Aiways exiting China to focus on manufacturing EVs for Europe
Chinese automaker Always’ financial troubles have worsened because of the ongoing EV price war in China, exacerbated by the entry of Xiaomi this year. Word out in the media is that the company has decided to pull the plug on domestic sales and will focus on less competitive countries moving forward.
According to a report by Autocar, Aiways doesn’t want to continue commercial operations in China because of the intense competition and cutthroat pricing from competitors. The company’s main focus will now be on Europe, where competition is strong but not extreme, neither on the product front nor in the pricing aspect.
The same day the British publication released the report, Aiways agreed to merge with American special purpose acquisition company Hudson Acquisition Corp and go public. This deal, valued at approximately $400 million, could be the last hope of survival for the Chinese automaker. The two companies expect to close the merger around 31 December.
Aiways doesn’t plan to bid adieu to China completely. According to a Reuters report, the company will have headquarters in Europe after the merger and public listing. While the European team will handle finance, marketing, and sales, R&D and production will mostly take place in China. Chinese battery giant CATL and ride-hailing service provider DiDi are among the investors in Aiways and they will remain shareholders, a person in the know of the happenings yet to be publicly disclosed told Reuters.

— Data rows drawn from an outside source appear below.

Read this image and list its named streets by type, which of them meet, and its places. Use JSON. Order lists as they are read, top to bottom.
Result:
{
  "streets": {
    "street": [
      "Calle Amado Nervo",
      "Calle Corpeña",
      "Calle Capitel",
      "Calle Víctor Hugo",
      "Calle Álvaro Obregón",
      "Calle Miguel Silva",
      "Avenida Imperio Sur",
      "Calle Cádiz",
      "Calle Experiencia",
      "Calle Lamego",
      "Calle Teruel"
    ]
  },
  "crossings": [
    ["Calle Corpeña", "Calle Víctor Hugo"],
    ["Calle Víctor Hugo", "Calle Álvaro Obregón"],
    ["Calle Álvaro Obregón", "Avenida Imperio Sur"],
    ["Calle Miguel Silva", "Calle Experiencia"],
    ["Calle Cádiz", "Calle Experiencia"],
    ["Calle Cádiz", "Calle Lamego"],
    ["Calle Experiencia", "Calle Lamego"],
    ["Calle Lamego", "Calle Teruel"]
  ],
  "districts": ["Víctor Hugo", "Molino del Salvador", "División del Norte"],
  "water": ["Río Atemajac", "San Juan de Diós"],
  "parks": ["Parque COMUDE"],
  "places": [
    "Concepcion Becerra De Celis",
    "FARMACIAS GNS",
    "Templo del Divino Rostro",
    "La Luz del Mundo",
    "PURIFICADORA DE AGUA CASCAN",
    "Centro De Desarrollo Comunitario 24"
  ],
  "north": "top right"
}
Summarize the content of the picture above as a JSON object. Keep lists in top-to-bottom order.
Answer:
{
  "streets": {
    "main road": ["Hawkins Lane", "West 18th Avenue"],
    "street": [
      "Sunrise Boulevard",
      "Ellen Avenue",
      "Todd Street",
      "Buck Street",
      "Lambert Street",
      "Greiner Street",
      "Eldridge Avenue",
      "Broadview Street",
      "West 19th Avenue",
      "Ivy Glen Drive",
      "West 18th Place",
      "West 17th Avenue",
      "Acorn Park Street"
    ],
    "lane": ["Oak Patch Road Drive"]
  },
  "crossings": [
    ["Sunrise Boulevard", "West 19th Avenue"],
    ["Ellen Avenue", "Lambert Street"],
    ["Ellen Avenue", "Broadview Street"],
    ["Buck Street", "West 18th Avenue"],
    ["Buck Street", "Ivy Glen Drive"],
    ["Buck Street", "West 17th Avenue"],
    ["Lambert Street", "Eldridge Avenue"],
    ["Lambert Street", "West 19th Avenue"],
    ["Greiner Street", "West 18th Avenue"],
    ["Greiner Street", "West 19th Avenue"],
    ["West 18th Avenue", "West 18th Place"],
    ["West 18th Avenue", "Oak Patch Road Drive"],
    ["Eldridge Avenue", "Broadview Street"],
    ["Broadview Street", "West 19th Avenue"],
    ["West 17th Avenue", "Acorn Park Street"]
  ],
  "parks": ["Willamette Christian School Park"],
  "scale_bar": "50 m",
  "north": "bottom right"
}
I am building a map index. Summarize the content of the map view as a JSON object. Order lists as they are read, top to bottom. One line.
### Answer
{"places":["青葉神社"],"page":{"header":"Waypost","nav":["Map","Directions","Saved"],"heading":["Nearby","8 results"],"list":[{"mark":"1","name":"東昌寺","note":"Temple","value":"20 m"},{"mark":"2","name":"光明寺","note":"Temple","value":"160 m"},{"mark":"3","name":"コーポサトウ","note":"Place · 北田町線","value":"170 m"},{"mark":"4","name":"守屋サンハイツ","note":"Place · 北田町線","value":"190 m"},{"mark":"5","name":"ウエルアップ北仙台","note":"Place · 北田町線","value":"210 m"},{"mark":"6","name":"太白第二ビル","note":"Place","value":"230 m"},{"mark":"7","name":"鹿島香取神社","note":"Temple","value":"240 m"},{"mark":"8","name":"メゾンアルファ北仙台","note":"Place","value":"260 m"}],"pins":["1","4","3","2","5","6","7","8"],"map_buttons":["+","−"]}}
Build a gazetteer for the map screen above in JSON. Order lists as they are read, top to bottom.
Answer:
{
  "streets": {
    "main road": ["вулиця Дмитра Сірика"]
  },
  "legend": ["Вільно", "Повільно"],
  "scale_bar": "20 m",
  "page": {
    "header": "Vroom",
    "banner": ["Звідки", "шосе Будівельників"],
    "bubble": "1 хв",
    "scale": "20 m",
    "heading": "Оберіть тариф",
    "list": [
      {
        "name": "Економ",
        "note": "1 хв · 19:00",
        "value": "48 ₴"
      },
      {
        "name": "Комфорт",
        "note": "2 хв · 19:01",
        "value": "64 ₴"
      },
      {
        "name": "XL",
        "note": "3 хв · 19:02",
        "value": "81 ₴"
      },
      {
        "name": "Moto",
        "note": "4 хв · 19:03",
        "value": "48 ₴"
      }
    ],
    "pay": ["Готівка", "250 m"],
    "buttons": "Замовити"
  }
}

Established in 2017, Aiways focused on other markets from the start, possibly knowing it was too small to shake up the home market in the initial phase. The disruptions brought by the COVID-19 pandemic, the intense and ever-growing competition, and most recently the significant price cuts from big-name EV brands like BYD and Tesla may have further demotivated it to increase efforts on domestic sales. Furthermore, last summer, the company faced financial issues, which resulted in a strategic shift and the appointment of a new CEO.
Currently, Aiways has only two EVs in its product lineup, an SUV called U5 and an SUV coupe called U6. Production of both EVs used to take place at an in-house factory with an annual production capacity of 300,000 units, located in Shangrao (Jiangxi), China. Aiways suspended production last summer because of financial troubles and it still hasn’t resumed.